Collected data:
————————
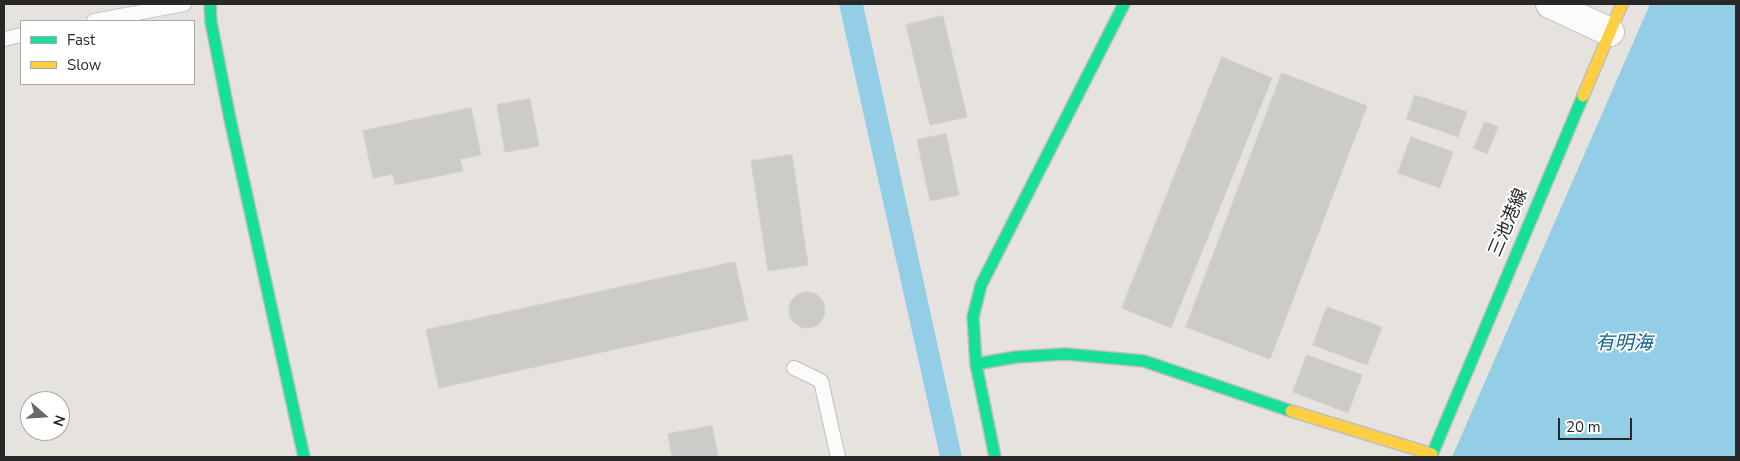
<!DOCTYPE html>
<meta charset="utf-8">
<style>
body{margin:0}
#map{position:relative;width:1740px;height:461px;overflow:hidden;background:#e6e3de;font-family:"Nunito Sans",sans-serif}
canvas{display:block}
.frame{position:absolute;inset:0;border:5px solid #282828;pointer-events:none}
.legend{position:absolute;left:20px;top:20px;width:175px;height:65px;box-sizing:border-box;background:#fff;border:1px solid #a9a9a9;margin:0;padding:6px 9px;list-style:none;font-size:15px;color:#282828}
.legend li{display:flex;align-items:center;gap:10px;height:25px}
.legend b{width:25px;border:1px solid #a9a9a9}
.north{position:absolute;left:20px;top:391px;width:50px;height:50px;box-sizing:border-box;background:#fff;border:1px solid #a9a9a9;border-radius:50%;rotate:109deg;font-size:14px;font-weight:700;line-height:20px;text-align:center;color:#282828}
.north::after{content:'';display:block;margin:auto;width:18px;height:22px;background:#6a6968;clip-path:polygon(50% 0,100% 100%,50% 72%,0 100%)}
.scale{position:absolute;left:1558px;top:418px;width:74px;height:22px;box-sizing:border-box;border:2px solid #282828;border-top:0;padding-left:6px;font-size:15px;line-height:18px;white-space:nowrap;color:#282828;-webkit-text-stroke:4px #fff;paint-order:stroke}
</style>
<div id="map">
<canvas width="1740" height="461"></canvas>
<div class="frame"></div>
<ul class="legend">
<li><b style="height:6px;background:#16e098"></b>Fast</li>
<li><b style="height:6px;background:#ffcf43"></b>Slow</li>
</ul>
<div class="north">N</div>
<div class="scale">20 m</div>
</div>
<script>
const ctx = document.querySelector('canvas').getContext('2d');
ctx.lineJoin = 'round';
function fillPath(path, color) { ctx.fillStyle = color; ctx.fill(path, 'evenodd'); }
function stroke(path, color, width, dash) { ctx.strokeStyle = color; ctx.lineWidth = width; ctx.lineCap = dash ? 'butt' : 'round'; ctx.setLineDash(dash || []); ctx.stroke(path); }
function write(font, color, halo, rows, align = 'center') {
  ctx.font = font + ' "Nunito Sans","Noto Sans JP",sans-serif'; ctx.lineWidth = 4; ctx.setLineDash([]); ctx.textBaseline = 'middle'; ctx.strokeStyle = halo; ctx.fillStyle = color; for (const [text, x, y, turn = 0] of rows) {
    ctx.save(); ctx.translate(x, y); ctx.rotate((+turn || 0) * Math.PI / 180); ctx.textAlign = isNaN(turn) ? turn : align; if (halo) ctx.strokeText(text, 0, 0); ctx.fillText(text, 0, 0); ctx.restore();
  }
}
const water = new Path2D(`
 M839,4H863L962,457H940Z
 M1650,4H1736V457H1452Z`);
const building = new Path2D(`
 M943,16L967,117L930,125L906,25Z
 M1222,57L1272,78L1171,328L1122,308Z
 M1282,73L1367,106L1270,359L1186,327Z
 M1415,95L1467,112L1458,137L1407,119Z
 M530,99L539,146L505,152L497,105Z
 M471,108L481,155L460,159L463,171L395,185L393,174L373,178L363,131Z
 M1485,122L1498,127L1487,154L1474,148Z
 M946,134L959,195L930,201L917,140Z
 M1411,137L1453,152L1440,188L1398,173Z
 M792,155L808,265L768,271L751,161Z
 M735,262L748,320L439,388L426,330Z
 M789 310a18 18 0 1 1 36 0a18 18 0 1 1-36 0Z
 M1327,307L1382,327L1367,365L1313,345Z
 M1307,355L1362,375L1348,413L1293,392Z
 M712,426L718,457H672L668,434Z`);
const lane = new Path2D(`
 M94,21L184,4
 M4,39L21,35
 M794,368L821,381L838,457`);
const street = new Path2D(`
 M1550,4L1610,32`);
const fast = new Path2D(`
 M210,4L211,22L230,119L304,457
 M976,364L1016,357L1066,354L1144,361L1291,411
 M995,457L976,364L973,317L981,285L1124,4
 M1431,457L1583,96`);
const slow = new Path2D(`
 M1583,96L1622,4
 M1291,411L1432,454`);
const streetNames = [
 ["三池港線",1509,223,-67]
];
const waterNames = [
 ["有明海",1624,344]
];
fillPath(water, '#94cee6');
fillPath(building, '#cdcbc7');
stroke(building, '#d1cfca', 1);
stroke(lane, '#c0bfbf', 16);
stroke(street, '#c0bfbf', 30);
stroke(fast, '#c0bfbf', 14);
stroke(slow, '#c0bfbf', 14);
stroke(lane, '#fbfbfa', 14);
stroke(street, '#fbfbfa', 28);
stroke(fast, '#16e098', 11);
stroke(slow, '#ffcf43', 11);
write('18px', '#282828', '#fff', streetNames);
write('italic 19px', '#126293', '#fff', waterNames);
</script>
————————
## [Work item]
Starting at the line that has "function write(font, color, halo, rows, align" in the records above, restate word for word every line until the one that has "ctx.font = font", and include that one as well.

## [Exercise solution]
function write(font, color, halo, rows, align = 'center') {
  ctx.font = font + ' "Nunito Sans","Noto Sans JP",sans-serif'; ctx.lineWidth = 4; ctx.setLineDash([]); ctx.textBaseline = 'middle'; ctx.strokeStyle = halo; ctx.fillStyle = color; for (const [text, x, y, turn = 0] of rows) {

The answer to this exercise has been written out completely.